>>>
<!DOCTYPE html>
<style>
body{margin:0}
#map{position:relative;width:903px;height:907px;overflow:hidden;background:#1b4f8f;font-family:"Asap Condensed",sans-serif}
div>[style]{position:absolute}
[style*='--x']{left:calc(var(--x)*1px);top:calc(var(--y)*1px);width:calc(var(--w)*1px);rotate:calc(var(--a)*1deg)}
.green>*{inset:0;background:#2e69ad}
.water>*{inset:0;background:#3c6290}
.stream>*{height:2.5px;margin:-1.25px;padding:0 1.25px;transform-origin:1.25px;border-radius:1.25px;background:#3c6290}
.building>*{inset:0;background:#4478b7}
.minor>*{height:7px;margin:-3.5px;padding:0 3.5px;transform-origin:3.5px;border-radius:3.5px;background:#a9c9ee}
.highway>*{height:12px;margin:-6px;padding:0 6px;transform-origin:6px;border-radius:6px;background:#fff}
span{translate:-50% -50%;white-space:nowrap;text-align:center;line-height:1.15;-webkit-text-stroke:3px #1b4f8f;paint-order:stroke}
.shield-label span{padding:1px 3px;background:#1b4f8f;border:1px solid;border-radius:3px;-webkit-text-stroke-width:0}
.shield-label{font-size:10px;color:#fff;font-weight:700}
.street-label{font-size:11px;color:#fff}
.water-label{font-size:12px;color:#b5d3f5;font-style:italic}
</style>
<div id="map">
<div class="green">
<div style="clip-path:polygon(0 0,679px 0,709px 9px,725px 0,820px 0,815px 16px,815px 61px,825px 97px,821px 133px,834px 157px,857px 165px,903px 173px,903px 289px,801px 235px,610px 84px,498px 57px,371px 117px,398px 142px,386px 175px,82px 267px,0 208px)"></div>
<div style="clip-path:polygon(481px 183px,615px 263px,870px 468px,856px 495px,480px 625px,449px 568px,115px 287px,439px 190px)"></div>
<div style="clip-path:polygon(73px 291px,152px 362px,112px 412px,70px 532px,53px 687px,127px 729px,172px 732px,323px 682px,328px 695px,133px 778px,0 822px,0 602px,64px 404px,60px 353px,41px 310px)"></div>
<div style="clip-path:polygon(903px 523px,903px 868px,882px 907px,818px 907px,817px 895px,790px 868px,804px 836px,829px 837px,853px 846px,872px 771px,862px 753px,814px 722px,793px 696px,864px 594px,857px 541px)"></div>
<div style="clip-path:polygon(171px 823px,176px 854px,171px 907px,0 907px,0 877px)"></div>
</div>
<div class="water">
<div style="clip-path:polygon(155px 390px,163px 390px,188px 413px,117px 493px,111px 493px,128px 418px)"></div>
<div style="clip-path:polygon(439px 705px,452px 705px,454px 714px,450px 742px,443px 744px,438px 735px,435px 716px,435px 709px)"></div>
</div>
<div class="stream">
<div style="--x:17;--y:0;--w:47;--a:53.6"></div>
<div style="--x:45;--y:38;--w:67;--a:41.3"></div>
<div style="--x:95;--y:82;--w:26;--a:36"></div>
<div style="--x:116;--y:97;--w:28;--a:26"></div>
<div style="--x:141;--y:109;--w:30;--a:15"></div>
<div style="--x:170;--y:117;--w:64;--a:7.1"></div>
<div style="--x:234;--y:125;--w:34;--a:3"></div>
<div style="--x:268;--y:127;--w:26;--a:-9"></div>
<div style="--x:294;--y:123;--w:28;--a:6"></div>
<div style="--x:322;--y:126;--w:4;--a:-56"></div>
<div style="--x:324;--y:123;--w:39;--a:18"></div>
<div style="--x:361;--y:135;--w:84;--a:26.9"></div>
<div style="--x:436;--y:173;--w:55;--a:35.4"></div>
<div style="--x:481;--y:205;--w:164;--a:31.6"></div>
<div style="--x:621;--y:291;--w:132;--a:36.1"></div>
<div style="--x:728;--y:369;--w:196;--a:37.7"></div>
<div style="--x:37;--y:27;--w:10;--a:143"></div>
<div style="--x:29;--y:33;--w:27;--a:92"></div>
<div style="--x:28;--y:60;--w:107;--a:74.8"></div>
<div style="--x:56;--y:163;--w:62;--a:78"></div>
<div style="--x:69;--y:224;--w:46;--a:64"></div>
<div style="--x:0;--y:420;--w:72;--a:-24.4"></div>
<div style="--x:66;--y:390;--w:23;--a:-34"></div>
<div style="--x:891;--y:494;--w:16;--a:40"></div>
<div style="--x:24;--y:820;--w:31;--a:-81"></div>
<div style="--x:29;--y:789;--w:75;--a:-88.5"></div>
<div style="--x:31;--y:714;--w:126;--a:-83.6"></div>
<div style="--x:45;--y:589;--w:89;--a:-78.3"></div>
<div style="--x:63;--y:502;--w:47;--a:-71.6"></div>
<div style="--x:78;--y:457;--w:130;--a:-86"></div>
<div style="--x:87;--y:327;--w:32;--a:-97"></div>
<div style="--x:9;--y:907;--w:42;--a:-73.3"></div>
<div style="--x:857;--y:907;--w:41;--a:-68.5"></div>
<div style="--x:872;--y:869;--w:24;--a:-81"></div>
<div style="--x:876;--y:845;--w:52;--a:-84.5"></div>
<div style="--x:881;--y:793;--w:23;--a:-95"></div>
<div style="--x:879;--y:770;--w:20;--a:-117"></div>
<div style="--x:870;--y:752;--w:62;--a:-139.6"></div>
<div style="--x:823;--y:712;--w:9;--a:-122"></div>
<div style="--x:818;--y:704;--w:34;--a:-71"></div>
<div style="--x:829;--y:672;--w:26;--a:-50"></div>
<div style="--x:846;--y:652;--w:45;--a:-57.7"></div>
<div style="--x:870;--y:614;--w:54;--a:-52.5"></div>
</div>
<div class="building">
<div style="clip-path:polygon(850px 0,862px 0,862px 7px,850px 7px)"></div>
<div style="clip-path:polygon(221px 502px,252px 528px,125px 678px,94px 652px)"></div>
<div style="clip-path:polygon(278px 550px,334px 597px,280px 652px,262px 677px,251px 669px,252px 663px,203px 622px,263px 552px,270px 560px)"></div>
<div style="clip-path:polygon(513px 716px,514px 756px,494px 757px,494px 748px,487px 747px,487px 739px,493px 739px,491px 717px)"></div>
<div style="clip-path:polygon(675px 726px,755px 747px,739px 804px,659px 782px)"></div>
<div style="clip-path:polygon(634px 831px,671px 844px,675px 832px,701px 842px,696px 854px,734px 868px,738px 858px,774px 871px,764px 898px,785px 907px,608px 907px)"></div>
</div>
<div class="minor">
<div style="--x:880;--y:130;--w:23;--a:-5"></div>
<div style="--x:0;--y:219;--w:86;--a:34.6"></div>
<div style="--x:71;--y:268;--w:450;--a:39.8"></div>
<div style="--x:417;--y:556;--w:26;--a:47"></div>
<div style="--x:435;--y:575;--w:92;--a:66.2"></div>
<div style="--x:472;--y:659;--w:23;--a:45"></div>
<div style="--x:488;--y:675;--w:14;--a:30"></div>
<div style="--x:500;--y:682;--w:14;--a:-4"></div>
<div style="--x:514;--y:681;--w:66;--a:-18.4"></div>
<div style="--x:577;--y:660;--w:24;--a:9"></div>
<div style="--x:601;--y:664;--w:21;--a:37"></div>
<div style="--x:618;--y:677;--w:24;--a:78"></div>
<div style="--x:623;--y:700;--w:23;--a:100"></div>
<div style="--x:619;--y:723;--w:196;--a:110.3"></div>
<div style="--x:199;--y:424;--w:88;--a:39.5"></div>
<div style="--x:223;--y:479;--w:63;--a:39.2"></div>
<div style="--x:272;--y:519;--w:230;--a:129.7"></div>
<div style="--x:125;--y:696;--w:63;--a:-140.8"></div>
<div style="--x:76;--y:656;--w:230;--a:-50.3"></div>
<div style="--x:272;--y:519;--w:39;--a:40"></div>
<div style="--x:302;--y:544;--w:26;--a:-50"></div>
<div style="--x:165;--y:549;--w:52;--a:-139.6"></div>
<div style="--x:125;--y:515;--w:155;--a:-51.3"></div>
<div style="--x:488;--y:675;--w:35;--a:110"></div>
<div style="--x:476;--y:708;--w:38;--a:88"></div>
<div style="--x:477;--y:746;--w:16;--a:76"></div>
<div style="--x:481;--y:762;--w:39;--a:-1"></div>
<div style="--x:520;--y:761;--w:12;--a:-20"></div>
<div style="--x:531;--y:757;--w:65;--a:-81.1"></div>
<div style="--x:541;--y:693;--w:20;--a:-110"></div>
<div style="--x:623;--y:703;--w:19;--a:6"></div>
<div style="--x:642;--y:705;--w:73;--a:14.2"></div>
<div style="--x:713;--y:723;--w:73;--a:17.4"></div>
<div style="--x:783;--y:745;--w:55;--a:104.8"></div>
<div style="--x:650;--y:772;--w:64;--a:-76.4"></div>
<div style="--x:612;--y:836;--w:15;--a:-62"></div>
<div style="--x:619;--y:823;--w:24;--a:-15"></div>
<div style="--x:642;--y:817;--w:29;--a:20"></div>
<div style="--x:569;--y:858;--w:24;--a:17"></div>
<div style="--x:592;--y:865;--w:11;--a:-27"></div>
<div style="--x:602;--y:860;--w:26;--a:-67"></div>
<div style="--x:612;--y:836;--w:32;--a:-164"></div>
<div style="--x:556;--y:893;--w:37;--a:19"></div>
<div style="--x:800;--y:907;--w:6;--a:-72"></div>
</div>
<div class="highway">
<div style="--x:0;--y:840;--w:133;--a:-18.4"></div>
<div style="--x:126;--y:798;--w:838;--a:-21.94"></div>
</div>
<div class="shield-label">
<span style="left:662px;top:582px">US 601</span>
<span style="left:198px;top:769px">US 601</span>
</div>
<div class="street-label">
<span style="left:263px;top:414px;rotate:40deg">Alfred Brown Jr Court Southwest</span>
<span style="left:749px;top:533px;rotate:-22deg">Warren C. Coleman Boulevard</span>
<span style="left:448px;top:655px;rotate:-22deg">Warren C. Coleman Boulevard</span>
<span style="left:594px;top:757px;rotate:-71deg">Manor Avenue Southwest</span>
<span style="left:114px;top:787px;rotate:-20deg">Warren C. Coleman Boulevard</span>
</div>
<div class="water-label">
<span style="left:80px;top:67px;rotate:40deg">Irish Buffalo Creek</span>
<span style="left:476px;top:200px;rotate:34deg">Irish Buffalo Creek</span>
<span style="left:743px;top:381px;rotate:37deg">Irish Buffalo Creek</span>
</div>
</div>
<<<
**Exercise**
Which lines in the material contain the word "position"? Pull each of them out.

**Solved exercise**
#map{position:relative;width:903px;height:907px;overflow:hidden;background:#1b4f8f;font-family:"Asap Condensed",sans-serif}
div>[style]{position:absolute}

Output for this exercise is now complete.